WHAT YOU NEED TO DO :: Work out how many lines below contain the word "function". Only the number is wanted.

Dataset entries
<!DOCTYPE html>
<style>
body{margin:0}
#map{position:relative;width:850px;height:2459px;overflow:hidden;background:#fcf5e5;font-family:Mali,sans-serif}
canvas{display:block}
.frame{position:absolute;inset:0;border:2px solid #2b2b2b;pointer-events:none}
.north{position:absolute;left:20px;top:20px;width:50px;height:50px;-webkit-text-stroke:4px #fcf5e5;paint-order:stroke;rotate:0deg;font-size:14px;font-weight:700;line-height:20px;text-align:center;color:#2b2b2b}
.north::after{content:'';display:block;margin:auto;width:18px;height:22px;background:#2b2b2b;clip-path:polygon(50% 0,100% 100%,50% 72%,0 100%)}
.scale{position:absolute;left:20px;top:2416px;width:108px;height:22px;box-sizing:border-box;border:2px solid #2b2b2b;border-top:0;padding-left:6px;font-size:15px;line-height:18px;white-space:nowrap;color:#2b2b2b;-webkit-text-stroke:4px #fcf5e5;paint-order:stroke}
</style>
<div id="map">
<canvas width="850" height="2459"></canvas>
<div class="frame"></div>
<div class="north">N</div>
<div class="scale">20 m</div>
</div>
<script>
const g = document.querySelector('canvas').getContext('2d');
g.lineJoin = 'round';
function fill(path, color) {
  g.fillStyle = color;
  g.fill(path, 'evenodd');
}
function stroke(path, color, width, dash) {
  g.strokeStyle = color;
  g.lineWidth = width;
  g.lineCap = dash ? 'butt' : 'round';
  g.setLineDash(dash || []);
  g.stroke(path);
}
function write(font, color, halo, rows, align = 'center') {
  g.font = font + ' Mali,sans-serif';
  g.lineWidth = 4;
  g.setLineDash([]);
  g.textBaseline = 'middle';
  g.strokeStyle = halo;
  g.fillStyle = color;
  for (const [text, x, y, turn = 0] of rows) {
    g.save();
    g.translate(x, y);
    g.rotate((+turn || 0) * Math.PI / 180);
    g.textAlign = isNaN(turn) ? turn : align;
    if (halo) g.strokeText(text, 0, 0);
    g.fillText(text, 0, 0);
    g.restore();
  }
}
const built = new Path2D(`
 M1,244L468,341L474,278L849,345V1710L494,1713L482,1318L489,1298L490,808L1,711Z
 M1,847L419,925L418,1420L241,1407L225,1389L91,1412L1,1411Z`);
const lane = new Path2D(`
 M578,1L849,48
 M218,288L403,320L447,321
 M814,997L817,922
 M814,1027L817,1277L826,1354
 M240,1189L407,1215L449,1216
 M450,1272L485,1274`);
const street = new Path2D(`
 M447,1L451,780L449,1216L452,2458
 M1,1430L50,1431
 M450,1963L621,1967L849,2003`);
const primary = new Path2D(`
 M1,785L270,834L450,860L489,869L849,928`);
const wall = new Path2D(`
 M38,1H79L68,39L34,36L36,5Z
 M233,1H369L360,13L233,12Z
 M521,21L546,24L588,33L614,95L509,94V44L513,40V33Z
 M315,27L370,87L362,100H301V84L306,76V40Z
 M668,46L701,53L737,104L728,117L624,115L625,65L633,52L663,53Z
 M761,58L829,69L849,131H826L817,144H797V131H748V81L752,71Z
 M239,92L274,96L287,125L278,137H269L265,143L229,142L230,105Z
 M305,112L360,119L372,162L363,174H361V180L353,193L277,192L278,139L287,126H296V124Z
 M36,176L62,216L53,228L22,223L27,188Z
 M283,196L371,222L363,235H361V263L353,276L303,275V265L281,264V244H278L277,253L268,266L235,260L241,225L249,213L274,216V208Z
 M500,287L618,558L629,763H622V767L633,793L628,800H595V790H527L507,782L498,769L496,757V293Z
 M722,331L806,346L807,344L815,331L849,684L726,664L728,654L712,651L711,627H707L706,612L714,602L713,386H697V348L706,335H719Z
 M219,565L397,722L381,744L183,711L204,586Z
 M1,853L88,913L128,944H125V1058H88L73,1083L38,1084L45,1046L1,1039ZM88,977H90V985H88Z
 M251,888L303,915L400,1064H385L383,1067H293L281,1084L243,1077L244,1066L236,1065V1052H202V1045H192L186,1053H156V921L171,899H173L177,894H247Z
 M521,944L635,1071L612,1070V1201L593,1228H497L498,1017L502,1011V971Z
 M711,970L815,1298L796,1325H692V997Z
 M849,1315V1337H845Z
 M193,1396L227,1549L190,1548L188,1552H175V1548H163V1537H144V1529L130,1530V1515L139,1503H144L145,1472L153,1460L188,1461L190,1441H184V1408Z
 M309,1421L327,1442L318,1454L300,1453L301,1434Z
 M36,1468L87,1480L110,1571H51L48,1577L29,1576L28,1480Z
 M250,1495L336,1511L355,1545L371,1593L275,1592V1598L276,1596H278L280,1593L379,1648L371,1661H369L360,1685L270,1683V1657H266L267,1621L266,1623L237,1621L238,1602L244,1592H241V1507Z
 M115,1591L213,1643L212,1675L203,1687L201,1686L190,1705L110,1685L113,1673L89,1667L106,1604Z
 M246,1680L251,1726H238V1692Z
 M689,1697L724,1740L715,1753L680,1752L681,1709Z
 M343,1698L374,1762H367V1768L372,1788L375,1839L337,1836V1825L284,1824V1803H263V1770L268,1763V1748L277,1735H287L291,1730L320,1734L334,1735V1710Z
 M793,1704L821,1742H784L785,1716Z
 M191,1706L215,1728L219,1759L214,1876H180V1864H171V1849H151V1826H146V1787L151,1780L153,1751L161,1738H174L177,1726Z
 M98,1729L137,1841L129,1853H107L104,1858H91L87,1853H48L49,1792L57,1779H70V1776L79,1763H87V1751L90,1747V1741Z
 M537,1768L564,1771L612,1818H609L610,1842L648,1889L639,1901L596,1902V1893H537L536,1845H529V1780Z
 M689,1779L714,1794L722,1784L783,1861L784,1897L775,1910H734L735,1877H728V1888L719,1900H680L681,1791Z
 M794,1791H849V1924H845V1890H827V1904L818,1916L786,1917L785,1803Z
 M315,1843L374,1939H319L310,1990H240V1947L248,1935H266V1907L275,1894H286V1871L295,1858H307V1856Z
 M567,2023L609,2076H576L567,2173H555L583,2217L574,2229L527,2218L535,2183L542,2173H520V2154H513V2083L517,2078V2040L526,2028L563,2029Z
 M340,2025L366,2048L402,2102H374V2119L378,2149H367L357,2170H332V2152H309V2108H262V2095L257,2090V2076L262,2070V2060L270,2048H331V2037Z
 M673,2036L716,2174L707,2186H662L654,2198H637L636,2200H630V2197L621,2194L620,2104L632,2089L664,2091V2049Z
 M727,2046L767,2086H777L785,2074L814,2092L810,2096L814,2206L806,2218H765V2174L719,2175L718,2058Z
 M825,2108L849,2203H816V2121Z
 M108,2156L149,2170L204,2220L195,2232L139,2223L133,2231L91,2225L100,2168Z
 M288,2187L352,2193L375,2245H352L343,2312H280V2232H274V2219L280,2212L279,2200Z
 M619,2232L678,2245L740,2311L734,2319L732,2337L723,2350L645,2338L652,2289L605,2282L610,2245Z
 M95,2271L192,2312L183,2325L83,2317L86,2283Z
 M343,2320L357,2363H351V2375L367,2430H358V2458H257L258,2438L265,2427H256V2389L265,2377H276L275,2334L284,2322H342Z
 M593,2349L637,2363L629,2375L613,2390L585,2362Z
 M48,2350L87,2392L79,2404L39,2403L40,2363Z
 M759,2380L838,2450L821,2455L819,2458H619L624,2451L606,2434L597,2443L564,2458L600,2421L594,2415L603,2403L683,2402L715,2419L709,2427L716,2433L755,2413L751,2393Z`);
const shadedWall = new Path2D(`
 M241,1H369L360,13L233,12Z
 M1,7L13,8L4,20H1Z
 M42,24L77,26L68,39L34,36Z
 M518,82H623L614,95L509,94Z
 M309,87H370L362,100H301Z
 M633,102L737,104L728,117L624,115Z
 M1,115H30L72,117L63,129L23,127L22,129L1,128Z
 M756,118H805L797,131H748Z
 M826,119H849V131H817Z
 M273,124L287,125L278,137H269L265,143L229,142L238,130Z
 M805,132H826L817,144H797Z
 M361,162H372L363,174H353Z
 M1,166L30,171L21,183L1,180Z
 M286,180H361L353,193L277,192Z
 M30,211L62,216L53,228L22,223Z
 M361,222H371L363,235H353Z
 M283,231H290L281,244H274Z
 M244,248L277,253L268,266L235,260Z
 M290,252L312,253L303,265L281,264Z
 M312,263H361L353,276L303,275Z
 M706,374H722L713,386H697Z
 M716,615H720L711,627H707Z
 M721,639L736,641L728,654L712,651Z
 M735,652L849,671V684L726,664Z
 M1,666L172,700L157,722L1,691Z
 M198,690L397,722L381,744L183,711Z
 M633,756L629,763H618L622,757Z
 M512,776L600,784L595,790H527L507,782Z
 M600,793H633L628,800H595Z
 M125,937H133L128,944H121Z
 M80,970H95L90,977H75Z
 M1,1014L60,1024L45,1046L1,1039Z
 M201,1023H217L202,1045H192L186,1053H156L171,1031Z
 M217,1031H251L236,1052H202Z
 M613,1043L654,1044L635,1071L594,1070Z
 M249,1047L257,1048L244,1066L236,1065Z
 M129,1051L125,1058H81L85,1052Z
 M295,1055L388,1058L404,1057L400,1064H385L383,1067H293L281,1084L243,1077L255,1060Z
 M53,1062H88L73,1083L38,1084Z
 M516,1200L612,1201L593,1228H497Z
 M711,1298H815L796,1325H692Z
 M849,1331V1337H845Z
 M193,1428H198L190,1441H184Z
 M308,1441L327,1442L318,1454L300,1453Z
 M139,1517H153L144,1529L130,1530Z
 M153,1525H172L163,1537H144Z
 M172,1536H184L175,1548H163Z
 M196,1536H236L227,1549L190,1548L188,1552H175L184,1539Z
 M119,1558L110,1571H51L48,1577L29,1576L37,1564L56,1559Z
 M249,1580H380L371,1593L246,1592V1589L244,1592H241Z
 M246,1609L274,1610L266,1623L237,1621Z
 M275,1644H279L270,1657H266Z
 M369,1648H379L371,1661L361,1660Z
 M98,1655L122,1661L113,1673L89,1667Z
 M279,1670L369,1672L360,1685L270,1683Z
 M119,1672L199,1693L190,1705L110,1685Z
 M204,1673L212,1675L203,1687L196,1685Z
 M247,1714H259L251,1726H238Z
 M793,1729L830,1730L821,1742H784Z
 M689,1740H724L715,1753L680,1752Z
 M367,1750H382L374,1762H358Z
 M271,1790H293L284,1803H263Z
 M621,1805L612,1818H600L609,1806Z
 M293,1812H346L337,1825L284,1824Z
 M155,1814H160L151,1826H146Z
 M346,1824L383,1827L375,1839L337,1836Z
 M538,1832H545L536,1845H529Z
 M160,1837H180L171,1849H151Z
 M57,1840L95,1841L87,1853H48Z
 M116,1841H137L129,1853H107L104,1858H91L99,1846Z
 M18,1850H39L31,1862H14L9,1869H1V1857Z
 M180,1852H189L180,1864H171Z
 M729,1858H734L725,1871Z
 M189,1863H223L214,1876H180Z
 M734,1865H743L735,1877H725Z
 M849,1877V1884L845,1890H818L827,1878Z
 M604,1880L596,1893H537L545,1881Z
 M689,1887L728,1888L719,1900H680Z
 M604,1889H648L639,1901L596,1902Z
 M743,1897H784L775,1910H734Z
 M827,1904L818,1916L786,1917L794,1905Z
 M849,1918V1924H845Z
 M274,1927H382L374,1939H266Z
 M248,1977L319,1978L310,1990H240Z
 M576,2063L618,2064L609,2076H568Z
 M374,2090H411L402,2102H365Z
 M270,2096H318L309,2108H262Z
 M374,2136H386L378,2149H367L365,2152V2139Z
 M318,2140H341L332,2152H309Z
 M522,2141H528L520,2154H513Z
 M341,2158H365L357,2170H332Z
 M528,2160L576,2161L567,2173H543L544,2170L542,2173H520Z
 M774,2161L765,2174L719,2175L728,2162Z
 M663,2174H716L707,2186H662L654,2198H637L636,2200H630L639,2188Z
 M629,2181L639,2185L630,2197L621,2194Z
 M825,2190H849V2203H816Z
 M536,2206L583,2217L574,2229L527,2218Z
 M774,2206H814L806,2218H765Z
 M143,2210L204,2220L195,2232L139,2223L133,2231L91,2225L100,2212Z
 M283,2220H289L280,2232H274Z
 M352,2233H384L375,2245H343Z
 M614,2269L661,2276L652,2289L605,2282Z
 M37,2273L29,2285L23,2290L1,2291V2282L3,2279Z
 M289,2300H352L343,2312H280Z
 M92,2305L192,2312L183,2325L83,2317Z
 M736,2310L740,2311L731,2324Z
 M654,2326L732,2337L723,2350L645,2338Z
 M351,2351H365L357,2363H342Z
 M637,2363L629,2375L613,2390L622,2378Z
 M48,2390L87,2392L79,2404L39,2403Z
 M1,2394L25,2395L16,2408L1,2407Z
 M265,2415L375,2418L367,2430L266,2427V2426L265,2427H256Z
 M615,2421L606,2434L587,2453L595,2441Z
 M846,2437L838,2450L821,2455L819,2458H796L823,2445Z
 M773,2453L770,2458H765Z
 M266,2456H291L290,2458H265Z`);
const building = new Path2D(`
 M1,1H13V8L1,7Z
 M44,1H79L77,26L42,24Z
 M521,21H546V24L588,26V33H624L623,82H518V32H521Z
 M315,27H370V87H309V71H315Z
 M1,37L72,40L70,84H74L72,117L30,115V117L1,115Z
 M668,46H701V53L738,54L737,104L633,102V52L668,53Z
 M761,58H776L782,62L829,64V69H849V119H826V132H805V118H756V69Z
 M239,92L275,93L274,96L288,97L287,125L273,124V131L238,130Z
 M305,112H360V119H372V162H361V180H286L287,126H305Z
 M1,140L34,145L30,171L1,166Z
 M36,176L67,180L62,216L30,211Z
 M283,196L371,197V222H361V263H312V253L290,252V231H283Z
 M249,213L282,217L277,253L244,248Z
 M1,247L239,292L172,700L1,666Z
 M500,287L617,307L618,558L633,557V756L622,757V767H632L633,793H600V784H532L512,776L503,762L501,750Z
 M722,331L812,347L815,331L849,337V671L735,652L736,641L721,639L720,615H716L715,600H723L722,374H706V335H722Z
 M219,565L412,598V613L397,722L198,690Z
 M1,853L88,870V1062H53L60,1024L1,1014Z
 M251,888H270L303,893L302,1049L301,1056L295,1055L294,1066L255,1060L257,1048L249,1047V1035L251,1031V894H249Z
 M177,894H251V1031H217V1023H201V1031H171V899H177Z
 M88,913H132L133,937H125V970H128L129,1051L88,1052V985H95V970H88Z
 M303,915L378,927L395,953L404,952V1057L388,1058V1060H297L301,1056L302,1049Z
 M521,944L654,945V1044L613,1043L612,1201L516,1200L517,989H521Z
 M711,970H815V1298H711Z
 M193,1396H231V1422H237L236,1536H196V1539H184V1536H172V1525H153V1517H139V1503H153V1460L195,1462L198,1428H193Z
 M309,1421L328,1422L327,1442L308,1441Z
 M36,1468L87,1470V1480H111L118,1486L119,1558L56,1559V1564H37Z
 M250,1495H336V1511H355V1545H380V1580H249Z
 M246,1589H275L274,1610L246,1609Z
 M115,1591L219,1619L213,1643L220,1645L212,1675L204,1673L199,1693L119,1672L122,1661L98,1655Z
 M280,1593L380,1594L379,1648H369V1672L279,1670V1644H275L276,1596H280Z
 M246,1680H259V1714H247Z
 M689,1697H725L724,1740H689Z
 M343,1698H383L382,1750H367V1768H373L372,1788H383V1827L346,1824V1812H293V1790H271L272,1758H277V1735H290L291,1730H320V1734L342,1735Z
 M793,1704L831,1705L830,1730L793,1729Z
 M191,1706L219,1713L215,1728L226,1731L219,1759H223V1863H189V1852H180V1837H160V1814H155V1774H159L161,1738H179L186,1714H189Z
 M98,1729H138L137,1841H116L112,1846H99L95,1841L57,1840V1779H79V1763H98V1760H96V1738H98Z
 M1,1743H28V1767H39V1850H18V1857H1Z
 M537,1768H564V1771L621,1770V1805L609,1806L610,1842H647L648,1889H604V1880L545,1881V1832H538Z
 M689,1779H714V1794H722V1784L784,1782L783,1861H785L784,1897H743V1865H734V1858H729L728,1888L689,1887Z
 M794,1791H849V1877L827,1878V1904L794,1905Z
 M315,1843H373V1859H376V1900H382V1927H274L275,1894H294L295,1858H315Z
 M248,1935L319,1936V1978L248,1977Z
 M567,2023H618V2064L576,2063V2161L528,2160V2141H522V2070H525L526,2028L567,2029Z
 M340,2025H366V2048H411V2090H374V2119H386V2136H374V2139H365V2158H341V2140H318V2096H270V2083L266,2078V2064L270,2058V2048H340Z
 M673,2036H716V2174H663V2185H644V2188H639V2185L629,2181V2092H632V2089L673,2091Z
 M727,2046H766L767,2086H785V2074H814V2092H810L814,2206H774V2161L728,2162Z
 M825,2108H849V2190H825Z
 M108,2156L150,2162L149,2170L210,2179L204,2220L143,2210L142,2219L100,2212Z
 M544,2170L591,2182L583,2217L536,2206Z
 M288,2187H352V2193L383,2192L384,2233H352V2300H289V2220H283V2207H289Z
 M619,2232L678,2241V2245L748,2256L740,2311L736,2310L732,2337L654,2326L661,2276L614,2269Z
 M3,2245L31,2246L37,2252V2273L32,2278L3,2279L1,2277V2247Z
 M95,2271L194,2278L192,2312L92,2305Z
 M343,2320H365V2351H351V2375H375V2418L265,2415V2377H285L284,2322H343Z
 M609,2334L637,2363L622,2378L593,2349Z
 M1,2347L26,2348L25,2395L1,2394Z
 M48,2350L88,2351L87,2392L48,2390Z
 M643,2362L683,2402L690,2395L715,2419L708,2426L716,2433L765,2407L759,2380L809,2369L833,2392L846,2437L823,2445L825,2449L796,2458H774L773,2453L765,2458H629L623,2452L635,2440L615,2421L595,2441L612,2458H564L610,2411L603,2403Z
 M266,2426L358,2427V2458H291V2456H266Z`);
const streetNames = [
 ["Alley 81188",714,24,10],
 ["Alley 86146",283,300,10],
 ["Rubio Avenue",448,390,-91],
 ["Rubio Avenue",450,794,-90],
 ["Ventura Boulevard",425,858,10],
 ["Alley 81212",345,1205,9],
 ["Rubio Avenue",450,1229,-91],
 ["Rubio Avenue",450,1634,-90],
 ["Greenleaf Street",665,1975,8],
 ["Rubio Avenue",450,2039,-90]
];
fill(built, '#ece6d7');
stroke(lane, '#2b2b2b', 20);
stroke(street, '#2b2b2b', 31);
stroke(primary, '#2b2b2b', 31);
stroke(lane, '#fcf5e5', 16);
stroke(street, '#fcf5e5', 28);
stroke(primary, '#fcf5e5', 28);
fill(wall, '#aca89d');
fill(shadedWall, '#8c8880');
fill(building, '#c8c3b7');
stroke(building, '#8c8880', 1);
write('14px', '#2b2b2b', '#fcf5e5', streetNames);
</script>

RESPONSE BELOW :: 3